Define the following term:

Fiscal deficit

Fiscal deficit refers to the total amount of borrowing required by the government to finance its budget deficit, i.e., the excess of government expenditure over government revenue. 

Define a degressive tax.

  1. Under this system, the rate of tax increases up upto a certain limit but after that, a uniform rate is charged.
  2. Income tax in India is an example of a digressive tax.

Define direct tax

Direct taxes refer to taxes that are imposed on the property and income of individuals and companies, and their burden cannot be shifted to another person/entity.

A direct tax is one that is paid by the person on whom it is legally imposed.

Define a tax.

A tax is a compulsory payment imposed on persons and companies by the government to meet expenditure incurred for the common good.

Define fiscal policy.

Fiscal policy can be defined as the policy under which the government uses its expenditure and to revenue programmes to produce desirable effects.

According to G.K. Shaw, "We define fiscal policy as any decision to change in the level, composition or timing of government expenditure or change in burden, structure and frequency of the tax payments."

What are progressive taxes.

A tax is said to be progressive when the rate of tax increases as the taxpayer's income increases.

  1. A progressive tax is one in which the tax rate rises in proportion to the taxpayer's income.

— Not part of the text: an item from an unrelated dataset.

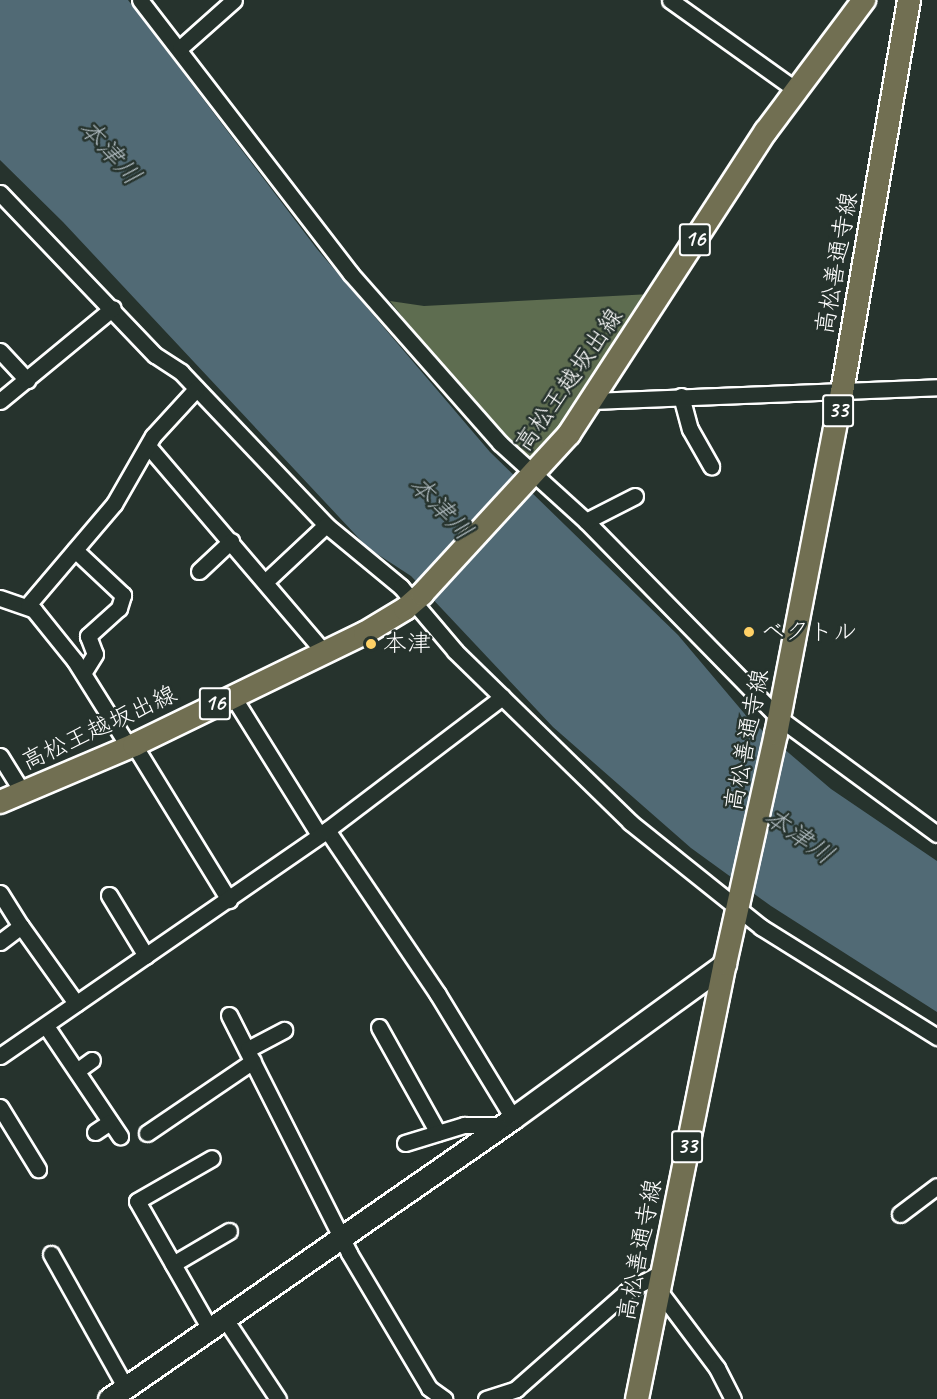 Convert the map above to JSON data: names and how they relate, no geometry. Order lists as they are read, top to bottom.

In this tax system, the tax rate increases with each rise in income. In other words, lesser income is taxed less, and higher income is taxed more.
  2. A progressive tax takes a bigger percentage of a person's income as their income increases. Individuals earning less than 5 lakh per year may be taxed at 10%, while those earning less than 10 lakh per year may be taxed at 30%, and so on.
  3. In the case of progressive taxation, the tax burden increases as income rises, not just in absolute terms (total tax amount) but also as a percentage of income.

Define Indirect tax

Indirect taxes are those taxes in which the burden of tax shifts from the payer to the bearer. For example, in the case of sales tax, the seller is liable to pay the tax; however, the burden of bearing the tax falls on the customer. The seller collects the tax from the customer and pays it to the government.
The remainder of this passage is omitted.